東京大学と北海道大学の研究チームが薬で記憶を回復させる実験に成功しました。

20代を中心とする健康な男女38人に100枚前後の写真を見せ1週間後に覚えているかどうかという実験をしました。

元々めまいの薬として使用されていたメリスロンという薬を飲んで場合と飲まなかった場合で、飲んだ場合の方が写真を思い出すことが多いという結果が出ました。

忘れている人ほど正答率が上がったそうです。

記憶情報の伝達にはヒスタミンという物質が関わっていますがメリスロンを飲むとヒスタミンの放出が促進され神経細胞が活性化したからではないかというのが研究チームの分析です。

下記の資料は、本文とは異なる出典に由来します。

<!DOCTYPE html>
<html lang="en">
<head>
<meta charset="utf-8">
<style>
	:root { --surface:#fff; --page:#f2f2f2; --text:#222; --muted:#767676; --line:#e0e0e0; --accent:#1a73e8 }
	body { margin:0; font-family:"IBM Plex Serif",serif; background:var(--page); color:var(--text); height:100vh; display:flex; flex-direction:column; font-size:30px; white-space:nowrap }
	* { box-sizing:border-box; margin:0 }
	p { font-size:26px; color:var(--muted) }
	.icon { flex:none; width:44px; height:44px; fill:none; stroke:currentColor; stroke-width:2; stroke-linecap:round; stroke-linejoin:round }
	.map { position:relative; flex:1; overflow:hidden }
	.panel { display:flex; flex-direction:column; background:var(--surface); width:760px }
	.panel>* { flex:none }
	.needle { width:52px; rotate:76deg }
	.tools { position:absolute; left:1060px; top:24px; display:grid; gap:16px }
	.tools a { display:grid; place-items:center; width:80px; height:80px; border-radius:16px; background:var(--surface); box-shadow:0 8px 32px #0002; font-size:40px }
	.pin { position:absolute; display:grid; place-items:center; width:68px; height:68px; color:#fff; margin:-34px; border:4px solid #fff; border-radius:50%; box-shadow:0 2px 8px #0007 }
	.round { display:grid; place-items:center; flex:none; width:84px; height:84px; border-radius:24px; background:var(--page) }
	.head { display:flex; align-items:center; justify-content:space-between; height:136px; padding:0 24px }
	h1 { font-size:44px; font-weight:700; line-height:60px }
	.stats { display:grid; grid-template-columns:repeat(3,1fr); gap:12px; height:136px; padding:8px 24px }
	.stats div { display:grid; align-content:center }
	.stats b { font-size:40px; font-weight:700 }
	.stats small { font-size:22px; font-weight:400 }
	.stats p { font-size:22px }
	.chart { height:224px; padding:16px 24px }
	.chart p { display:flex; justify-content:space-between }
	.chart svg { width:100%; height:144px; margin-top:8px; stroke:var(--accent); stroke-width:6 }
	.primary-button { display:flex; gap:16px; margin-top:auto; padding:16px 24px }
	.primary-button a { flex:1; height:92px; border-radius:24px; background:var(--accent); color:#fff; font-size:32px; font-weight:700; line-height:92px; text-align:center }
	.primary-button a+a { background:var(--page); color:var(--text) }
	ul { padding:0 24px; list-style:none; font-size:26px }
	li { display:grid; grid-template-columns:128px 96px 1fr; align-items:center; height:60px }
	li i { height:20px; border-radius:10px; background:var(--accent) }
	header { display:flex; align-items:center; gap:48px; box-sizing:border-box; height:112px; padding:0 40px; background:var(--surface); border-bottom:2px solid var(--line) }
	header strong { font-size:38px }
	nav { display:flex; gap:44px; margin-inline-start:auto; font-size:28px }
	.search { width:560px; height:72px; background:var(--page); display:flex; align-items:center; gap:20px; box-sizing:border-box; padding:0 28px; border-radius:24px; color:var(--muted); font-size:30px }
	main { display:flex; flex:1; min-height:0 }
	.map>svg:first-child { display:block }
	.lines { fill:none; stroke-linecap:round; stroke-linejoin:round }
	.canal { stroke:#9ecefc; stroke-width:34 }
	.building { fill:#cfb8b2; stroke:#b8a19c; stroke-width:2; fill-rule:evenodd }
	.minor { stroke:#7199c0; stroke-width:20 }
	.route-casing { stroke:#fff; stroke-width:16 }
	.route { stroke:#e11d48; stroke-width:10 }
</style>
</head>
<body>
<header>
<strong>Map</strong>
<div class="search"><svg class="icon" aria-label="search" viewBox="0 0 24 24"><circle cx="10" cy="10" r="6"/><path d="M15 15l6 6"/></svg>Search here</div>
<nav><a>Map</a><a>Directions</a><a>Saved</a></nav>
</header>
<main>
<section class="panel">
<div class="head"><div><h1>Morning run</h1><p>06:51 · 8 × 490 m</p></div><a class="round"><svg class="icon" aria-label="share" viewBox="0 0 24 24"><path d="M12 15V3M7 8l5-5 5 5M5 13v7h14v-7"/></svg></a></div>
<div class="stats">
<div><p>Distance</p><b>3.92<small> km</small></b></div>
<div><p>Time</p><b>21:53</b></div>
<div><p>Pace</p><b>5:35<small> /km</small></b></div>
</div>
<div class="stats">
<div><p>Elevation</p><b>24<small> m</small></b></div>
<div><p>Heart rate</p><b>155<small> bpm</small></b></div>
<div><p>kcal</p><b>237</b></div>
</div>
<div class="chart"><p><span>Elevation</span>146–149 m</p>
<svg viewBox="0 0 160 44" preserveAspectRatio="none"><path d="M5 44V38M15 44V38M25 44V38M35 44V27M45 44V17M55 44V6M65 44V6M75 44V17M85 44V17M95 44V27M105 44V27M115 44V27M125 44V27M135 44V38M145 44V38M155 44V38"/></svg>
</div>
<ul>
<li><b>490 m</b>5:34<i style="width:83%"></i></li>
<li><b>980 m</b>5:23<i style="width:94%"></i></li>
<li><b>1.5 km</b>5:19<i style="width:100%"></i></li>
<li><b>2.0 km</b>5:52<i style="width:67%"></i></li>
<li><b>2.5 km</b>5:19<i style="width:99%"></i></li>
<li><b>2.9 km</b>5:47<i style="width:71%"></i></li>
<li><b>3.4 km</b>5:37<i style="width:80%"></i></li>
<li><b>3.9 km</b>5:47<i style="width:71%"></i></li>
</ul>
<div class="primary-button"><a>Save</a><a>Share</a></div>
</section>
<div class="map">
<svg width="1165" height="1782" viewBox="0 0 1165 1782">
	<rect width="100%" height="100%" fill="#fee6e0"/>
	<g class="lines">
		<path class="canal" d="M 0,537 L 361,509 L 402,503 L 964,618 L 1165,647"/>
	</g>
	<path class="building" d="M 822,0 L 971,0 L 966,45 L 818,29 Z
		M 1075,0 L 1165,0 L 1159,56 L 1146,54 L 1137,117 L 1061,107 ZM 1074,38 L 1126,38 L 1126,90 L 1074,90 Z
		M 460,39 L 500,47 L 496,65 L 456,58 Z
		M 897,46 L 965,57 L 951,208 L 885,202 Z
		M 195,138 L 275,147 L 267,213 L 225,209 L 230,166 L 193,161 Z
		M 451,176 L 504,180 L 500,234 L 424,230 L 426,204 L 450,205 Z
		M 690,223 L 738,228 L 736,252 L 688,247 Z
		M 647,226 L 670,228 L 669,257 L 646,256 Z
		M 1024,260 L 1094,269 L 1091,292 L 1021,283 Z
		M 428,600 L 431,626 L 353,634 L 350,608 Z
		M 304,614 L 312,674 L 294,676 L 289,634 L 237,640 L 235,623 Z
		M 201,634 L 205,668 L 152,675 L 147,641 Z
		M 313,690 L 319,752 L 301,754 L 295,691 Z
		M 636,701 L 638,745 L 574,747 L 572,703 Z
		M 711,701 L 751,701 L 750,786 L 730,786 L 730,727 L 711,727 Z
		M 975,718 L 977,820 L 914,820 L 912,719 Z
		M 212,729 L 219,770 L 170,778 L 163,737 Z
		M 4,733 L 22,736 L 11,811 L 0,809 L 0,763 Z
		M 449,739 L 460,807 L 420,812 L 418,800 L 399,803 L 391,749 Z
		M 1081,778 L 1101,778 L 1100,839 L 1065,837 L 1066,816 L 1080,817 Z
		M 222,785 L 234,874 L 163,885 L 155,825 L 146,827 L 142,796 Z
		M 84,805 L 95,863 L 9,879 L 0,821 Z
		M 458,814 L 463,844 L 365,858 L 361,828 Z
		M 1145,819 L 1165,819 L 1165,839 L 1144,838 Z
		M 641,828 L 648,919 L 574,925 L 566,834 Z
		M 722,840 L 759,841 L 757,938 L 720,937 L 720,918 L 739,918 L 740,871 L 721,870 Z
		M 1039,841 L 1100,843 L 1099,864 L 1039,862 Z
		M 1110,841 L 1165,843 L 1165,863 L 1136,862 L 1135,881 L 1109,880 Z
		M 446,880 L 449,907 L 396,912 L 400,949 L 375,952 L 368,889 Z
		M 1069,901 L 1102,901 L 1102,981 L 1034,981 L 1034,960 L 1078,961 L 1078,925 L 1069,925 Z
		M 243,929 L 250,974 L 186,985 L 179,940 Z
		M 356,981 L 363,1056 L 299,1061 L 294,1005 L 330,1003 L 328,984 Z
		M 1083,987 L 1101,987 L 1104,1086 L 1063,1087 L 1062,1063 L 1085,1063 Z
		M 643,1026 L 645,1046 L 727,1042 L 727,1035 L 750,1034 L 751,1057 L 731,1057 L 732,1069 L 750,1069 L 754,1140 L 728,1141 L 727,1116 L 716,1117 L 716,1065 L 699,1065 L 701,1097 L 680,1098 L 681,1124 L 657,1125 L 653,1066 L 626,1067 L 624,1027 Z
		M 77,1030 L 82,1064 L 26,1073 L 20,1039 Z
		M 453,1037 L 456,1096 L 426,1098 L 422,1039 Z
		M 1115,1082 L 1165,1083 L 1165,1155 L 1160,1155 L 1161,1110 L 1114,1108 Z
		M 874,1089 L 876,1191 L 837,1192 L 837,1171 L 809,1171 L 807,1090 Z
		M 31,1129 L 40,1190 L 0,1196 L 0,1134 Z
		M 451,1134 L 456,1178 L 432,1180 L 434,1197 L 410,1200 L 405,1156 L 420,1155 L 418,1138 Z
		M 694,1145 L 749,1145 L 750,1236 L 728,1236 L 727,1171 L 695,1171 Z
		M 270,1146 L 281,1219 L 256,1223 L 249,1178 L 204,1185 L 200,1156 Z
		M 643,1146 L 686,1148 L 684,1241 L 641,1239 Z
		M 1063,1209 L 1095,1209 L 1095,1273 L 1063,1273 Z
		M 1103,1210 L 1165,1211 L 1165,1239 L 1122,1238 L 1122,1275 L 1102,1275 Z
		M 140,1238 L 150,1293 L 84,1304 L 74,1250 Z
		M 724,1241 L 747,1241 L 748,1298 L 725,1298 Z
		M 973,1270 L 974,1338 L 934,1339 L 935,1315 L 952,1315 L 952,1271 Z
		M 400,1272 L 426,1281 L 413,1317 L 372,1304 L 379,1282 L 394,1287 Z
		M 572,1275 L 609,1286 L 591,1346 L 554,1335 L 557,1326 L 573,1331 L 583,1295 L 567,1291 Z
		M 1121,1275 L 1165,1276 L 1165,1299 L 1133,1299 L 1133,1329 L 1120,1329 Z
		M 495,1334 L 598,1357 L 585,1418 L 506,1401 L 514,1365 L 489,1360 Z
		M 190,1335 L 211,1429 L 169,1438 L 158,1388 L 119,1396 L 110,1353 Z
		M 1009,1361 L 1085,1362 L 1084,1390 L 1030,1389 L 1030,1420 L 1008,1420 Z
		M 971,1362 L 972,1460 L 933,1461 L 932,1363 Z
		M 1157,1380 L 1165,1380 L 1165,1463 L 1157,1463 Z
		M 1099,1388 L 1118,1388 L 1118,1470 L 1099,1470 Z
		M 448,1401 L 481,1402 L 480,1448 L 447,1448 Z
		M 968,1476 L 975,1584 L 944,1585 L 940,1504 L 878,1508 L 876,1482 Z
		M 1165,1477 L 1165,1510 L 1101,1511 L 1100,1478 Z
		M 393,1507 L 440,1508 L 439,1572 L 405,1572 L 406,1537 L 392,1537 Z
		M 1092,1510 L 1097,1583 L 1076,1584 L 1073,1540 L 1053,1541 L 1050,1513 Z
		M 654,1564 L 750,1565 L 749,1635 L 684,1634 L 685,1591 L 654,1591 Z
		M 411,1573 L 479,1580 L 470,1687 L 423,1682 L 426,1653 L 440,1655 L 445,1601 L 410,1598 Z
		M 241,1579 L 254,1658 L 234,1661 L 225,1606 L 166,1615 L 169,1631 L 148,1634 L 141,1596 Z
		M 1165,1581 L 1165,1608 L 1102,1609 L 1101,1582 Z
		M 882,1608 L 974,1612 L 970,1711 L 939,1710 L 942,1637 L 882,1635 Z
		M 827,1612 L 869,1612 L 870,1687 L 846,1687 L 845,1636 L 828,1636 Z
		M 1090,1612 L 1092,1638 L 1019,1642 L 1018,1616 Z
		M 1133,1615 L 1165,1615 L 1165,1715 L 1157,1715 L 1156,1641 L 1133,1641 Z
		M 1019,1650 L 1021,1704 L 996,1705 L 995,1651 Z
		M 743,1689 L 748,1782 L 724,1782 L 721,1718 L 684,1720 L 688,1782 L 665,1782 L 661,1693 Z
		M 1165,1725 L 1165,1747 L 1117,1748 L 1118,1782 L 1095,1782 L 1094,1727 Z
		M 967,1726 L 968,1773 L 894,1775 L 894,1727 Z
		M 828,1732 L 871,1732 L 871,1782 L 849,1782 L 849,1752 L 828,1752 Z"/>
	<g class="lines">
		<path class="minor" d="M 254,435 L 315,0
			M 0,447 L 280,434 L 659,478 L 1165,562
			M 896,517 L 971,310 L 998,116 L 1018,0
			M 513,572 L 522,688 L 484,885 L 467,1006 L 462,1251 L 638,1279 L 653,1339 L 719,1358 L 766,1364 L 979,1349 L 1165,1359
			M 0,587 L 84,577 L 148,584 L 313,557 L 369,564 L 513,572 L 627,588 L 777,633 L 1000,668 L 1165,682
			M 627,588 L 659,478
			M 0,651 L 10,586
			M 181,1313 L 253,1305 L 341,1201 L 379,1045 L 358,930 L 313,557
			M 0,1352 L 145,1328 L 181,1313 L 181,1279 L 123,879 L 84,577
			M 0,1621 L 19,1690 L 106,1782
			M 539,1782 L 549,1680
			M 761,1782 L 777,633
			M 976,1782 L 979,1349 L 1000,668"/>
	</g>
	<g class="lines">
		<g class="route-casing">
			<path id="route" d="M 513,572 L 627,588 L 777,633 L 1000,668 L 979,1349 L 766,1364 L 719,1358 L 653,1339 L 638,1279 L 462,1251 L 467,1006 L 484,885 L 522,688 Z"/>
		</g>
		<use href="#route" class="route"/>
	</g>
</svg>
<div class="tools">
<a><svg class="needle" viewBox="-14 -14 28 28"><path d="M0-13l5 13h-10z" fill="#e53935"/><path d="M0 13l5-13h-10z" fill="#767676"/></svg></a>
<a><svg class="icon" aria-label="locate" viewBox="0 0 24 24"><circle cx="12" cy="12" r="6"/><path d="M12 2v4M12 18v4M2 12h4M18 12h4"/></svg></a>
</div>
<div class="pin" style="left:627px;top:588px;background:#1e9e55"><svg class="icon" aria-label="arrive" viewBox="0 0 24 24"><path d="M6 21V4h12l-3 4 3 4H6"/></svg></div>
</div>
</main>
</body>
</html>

カギを握る物質とそれを薬でコントロールできるということがわかれば新薬の開発などでより効果の高い薬の開発なども期待できます。

認知症で物を忘れてしまっている人は記憶が消えてしまったのではなく思い出せない状態であることが多いと思います。

記憶については薬による治療により取り戻せる可能性が出てきました。

ただ、認知症は記憶だけの問題ではなく様々な原因があることがわかってきています。

認知症の症状が出るケースの一つに脳腫瘍が原因の場合がありますが、脳腫瘍が原因となっている場合は脳腫瘍を取り除くだけで回復するケースが有ることが知られています。

今回の実験結果は回復困難と思われていたアルツハイマー型の認知症の人にも効果がありそうなのです。

原因のいくつかも特定できるようになってきているので、それぞれの原因を取り除き記憶を薬で回復させることができるようになれば認知症を治療できる日がやってくるかもしれません。